If I am, your questions didn't work.
:colonhash:
Reply 11
you are google jesus!

Original post by CheeseIsVeg
Ooh :mmm:

1. Well in French "cent" has a different sound so I'm going with c on that poor logic :france:
2. As water carries bacteria very easily. Technically we are not 100% clean coming out of the shower depending on your shower and your hygiene habits :s-smilie:
3. You forgot the i in is. No but it would be nice if it was.
-After a little etymological Google, it comes from the Germanic languages (Dutch zand and German sand) these refer to it being dust-like etc. etc. boring stuff
4. Ergh biology. Well technically a baby isn't classed as a baby for the whole of those 9 months.. My biology will fail me but there is the embryonic stage, cell stage, something about zygotes. If you want to go down the philosophical route, when does life start? When can we consider a baby being alive? At conception? Most people aren't aware of conception until some time after and so it is doubtful that the 9 months is really 9 months.
TL:biggrin:R Depends. So you could say both are incorrect.
5. Both can run and smell, neeeeeext.
6. Of course. Nobody doesn't lie down in bed at some point their lives :wink:
7. Incorrect we call it "?" building whereby the ? stands for a word. Technically a building could be in the process of being built and still be referred to as a building. I would suggest calling it "building in construction" though.
8. A ghost :colone:
9. English is a silly language, nexxxxxxt.
10. Ah but we had sundials and waterclocks and stonehenge :ninja: (theory anyway) we had stuff before the first "clock"
11. Of course. To my knowledge "beef" is a slang term. In our English slang 'language' there is only 1 rule and that is to have no rules so beef is beef :dontknow:

Am I high yet? :colone:
Reply 12
my life in pictures!

Original post by ForestShadow





Original post by iqra2159
@Lychee627 is deffo high
Original post by tasha_tah
@Lychee627 is deffo high

Cba doing it , will do them later :tongue: :hugs:
Original post by Lychee627
Cba doing it , will do them later :tongue: :hugs:


its okayyy youre already highhh :tongue:
Original post by 04MR17

4. Because they are not yet babies they are an embryo, etc. etc. then a fetus. Then they a born, begin their life, and are then a baby.


Depends on your definition of life. Some people would argue that their life has begun already within the womb.

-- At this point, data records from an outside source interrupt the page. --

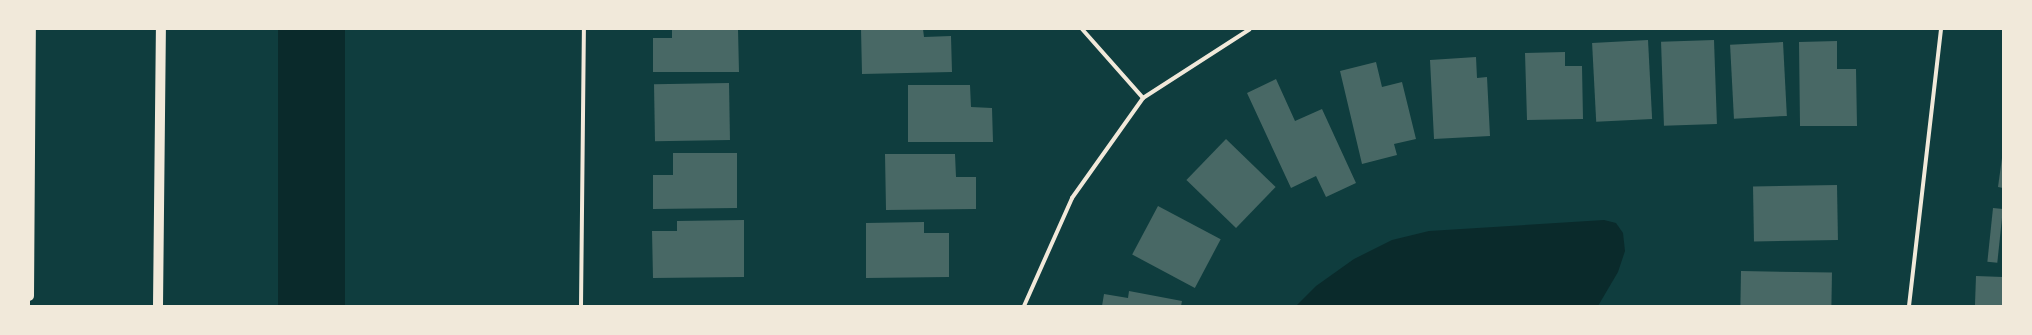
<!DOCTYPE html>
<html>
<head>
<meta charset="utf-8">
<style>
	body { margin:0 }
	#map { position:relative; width:2032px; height:335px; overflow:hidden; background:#0f3d3e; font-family:"Open Sans",sans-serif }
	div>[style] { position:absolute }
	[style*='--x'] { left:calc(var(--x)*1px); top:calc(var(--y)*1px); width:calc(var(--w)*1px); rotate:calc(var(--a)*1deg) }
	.water>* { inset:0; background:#0a2a2b; transform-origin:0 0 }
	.building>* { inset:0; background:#486865; transform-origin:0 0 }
	.minor>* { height:4px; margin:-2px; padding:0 2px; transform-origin:2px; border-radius:2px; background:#f1e9da }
	.primary>* { height:10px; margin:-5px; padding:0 5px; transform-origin:5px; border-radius:5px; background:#f1e9da }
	span { translate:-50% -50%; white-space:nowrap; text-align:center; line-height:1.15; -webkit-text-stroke:3px #f1e9da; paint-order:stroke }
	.frame { position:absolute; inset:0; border:30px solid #f1e9da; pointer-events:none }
</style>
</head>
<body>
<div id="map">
	<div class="water">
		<i style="left:278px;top:29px;width:67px;height:277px"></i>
		<i style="clip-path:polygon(1604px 220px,1616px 223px,1623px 233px,1625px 251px,1618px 272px,1598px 306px,1296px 306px,1316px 286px,1354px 259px,1392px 240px,1429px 231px)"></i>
	</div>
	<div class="building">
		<i style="clip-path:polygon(672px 29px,738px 29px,739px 72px,653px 72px,653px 38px,672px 38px)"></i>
		<i style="clip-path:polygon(861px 29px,923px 29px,924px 37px,951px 36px,952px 72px,862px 74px)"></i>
		<i style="left:1648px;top:40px;width:79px;height:56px;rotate:87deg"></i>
		<i style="left:1714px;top:40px;width:84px;height:53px;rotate:88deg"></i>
		<i style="clip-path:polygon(1837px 41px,1837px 69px,1856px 69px,1857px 126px,1800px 126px,1799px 42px)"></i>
		<i style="left:1783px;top:42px;width:74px;height:53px;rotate:87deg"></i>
		<i style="clip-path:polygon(1565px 52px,1565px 66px,1582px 66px,1583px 119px,1527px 120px,1525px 53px)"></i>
		<i style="clip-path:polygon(1476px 57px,1477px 78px,1487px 77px,1490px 136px,1434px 139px,1430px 60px)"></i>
		<i style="clip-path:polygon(1376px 62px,1382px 87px,1402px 82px,1416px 139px,1394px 144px,1397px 155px,1362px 164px,1340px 71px)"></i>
		<i style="clip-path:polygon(1276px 79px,1295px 121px,1322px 109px,1356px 183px,1326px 197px,1316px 176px,1291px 188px,1247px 93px)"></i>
		<i style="left:729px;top:83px;width:57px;height:75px;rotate:89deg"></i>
		<i style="clip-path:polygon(908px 85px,970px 85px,971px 107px,992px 108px,993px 142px,908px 142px)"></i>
		<i style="left:1226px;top:139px;width:69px;height:57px;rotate:44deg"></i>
		<i style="clip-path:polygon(673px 153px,737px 153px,737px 208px,653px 209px,653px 175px,673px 175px)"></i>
		<i style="clip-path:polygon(885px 154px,955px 154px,956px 177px,976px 177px,976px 209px,886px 210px)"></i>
		<i style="clip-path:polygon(2002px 158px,2003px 158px,2003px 188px,1998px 187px)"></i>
		<i style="left:1837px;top:185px;width:55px;height:84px;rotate:89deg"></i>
		<i style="left:1158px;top:206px;width:71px;height:55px;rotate:28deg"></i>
		<i style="left:1993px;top:208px;width:10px;height:54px;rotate:6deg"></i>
		<i style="clip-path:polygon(744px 220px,744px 277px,653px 278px,652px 231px,677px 231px,677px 221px)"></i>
		<i style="clip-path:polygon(924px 222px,924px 233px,949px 233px,949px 277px,866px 278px,866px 223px)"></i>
		<i style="left:1741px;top:271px;width:91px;height:35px;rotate:1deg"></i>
		<i style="left:1976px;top:276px;width:27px;height:30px;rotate:2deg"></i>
		<i style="clip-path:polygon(1129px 291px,1182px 301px,1181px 306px,1102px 306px,1104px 294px,1128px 298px)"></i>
	</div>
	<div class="minor">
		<i style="--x:1082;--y:29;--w:92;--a:48.5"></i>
		<i style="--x:581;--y:306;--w:277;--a:-89.4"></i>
		<i style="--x:1024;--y:306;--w:118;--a:-66"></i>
		<i style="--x:1072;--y:198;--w:123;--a:-54.6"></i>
		<i style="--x:1143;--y:98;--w:127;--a:-32.8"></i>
		<i style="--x:1909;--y:306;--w:279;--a:-83.4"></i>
	</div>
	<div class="primary">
		<i style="--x:29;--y:296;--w:267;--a:-89.6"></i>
		<i style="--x:158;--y:306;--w:277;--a:-89.4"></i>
	</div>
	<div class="frame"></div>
</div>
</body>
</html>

This is how anti-abortion activists argue their case on why they disagree with abortion as a principle.

Spoiler

Original post by tasha_tah
its okayyy youre already highhh :tongue:


PRSOM :tongue:
Original post by unillama
i liked the answer to 8
that was one i didnt know
You don't spend as much time on buses as I do. I get 4 buses a day.:frown: 6 today actually.:redface:
Original post by wolfmoon88
Depends on your definition of life. Some people would argue that their life has begun already within the womb. This is how anti-abortion activists argue their case on why they disagree with abortion as a principle.

Spoiler


I know.:rolleyes:
I didn't really want to get into the debate so I just used the word babies and went from there since they aren't babies when in the womb. Also, if you look carefully, I said begin their life. I would argue here that their existence in the womb is not their life since it is solely dependent on the mother. I remember going over the wording carefully in case some people got whipped up to begin arguing. Particularly since I know a lot of people in MHoC.
Reply 19
i believe you dw!

Original post by 04MR17
You don't spend as much time on buses as I do. I get 4 buses a day.:frown: 6 today actually.:redface:I know.:rolleyes:
I didn't really want to get into the debate so I just used the word babies and went from there since they aren't babies when in the womb. Also, if you look carefully, I said begin their life. I would argue here that their existence in the womb is not their life since it is solely dependent on the mother. I remember going over the wording carefully in case some people got whipped up to begin arguing. Particularly since I know a lot of people in MHoC.